Upon the Altar of the Nation (8 page)

John Moncure Daniel, editor of the
Richmond Examiner
and destined to be Davis’s greatest critic, initially urged action and praised the new president. The even larger
Richmond Daily Dispatch,
with a subscription of eighteen thousand and a reading audience probably double that, also supported the new administration. In 1861 Richmond’s secular press represented, in J. Cutler Andrews’s words, “the hub of the Confederate news enterprise.”
2
The city boasted four major daily newspapers: the
Richmond Daily Whig,
the
Daily Richmond Enquirer,
the
Richmond Examiner,
and the
Richmond Daily
Dispatch. In July 1863 it added another, when the
Alexandria Sentinel
began publishing from Richmond.
3
In addition, Richmond published six denominational religious weeklies with a reading public as great as that of the secular press.
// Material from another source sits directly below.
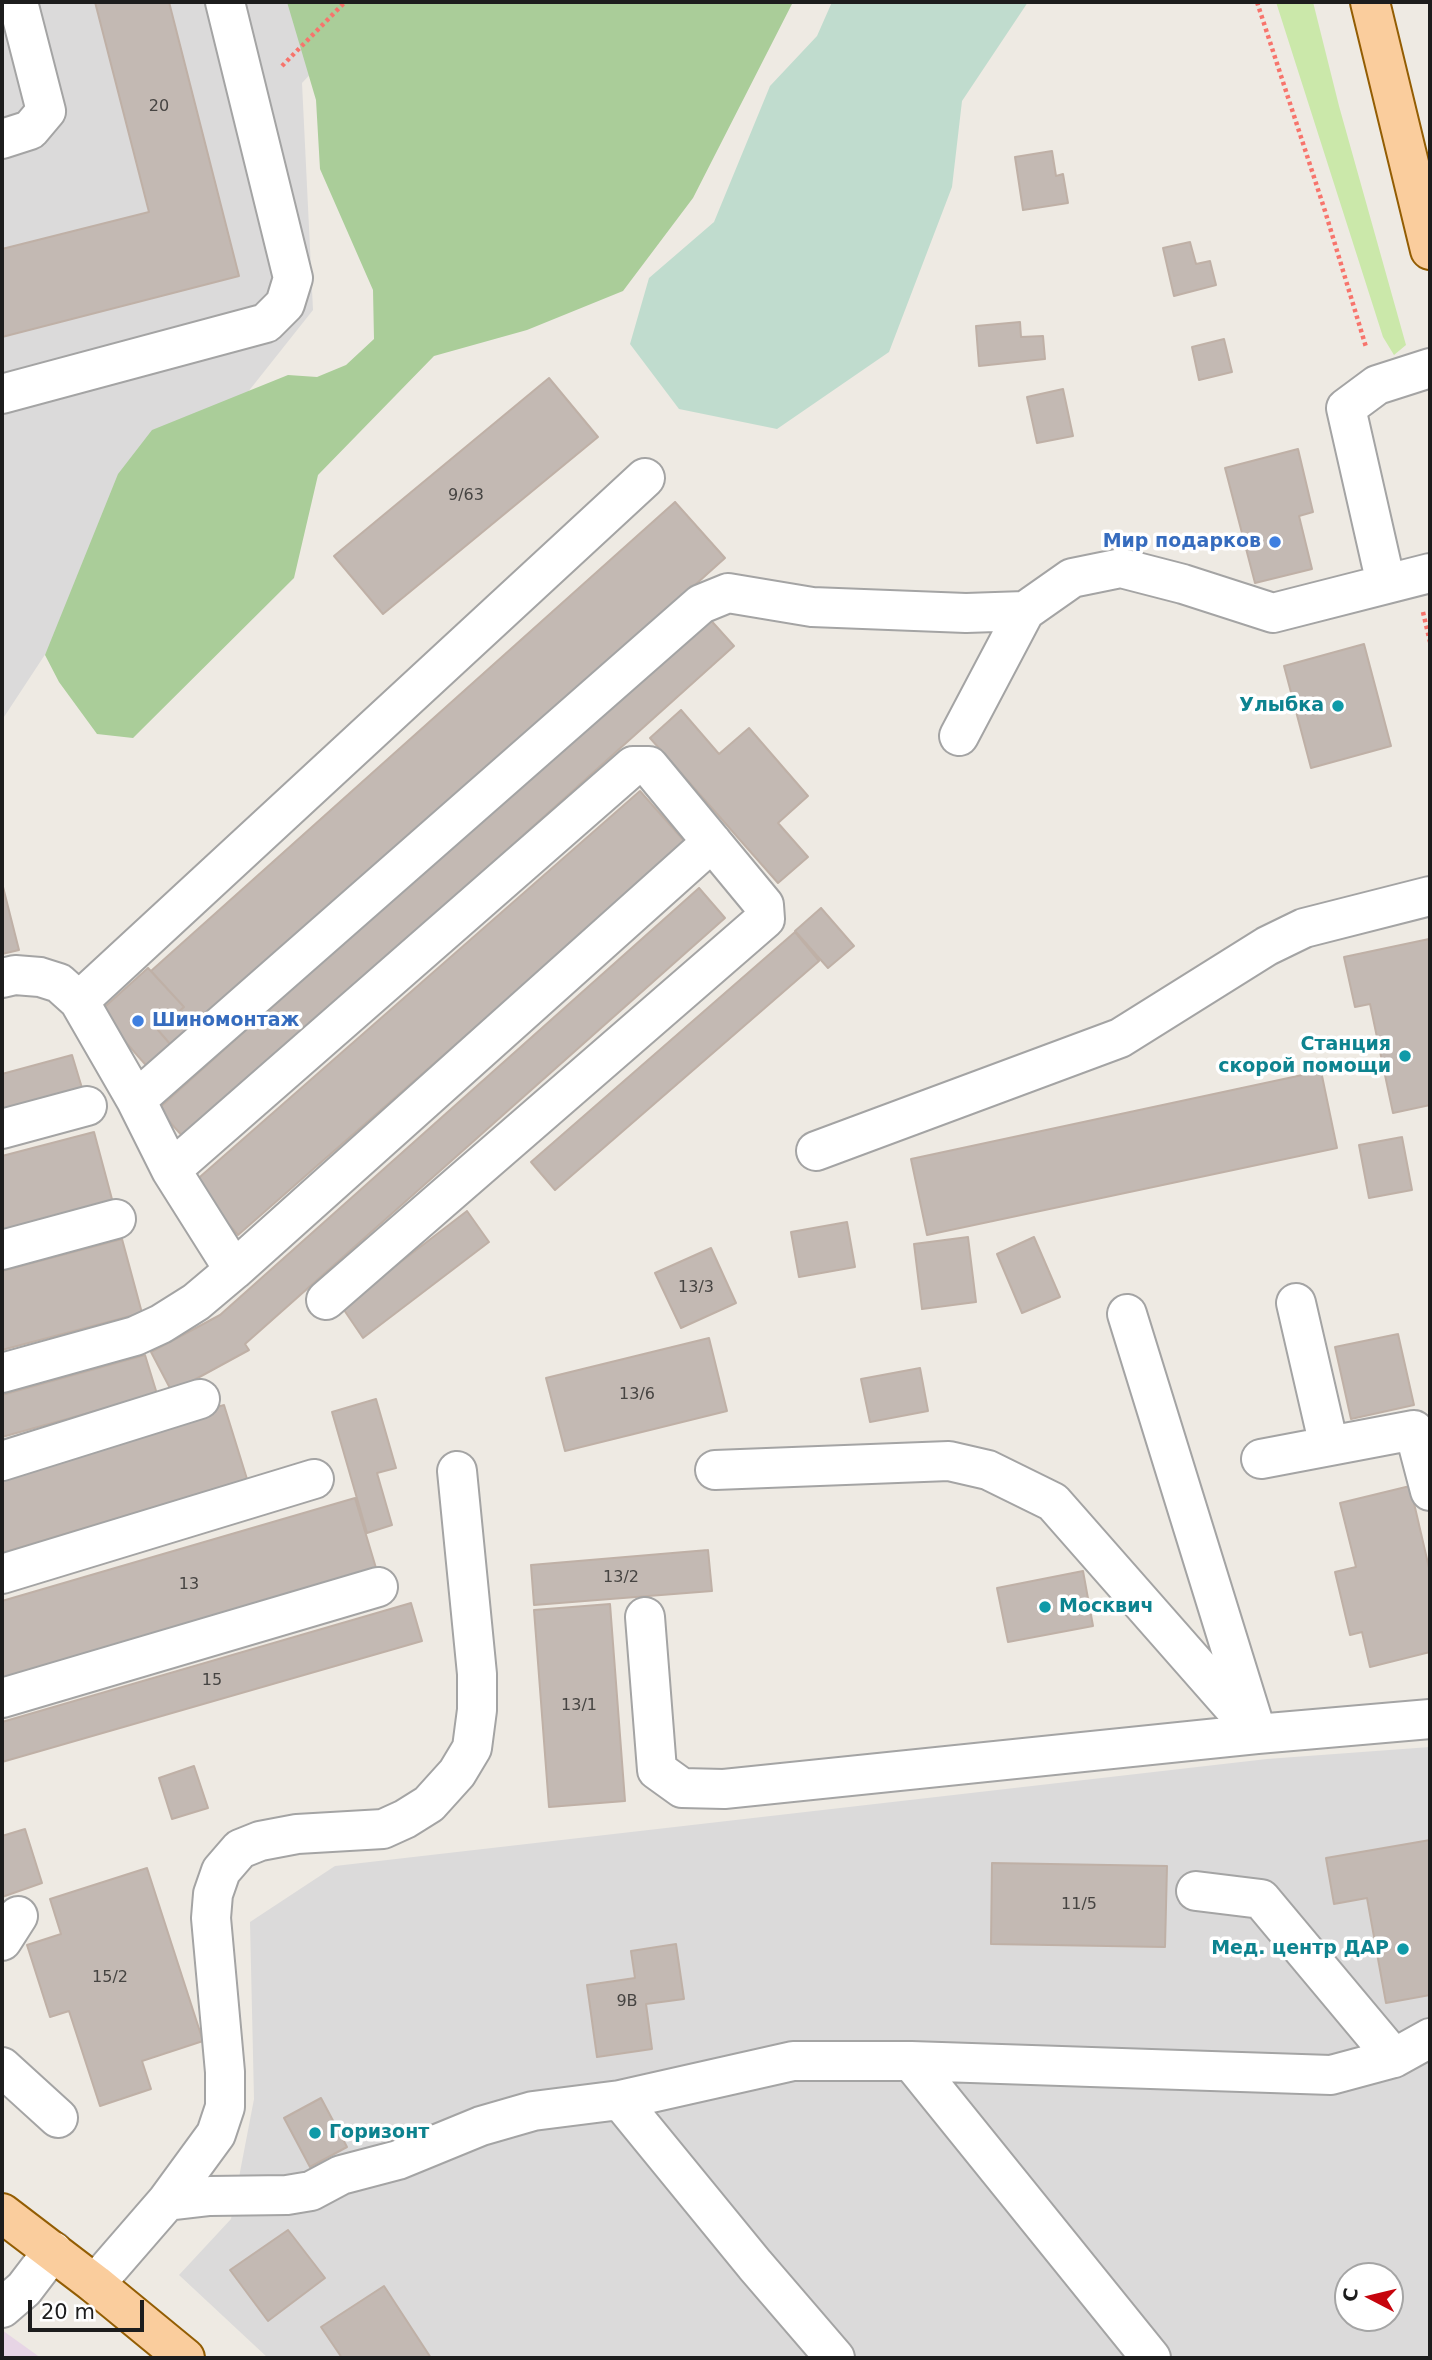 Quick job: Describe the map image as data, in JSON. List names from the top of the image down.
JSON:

Secular and religious leaders, no less than ordinary men and women, participated in the common world of print and would depend on it to shape and disseminate their understanding and interpretation of the war’s events.
Virtually no one imagined a war of unprecedented escalation that would soon consume soldier-civilians by the thousands and ravage civilian properties and even lives. Without that “total war” scenario, no one felt the need to launch a moral inquiry into just conduct on either side. All assumed the looming conflict would be brief, clean, decisive, and, above all, defensive.
As presses and politicians fumed, former West Point superintendent and Mexican War hero Robert E. Lee declined Lincoln’s offer to take command of the Federal armies. Instead, on April 22, he arrived in Richmond to take command of Virginia troops. On May 20, a grateful Provisional Congress of the Confederacy voted to move the capital of the Confederate nation from Montgomery, Alabama, to Richmond, Virginia—a move calculated to solidify the support of Virginians in all but the pro-North western counties.
From this point on, Richmond, not Charleston, dominated the Southern landscape and represented the single most determined target of the North. No single Northern city occupied the special place that Richmond occupied in the Confederacy as simultaneously sacred site, moral voice, media source, and nerve center of Confederate government and command. If Charleston invented the politics of secession and the ideology of states’ rights, the Confederate capital at Richmond invented the ideology and morality of separate nationhood that made those states’ rights worth defending to the death. From May 1861, Richmond’s destiny as the “Jerusalem of the Confederacy” remained forever fixed in the Confederate imagination. What Charleston had conceived, Richmond delivered.
Northern and Southern states rushed to fill their quotas with volunteers brimming for a fight. Hardly anyone now wanted to change the collision course or doubted the righteousness of their respective nation’s cause. With the virtue of a just war simply assumed, all that now mattered was the fight.
White Southerners had discovered the awe-inspiring power of patriotism in secession; Northerners would discover it at Sumter. Whatever caution existed before Sumter disappeared after the artillery assault. In both sections, regional patriotism displaced political partisanship. Southern Unionists were effectively silenced, as were Northern peace advocates. There was no room for equivocation.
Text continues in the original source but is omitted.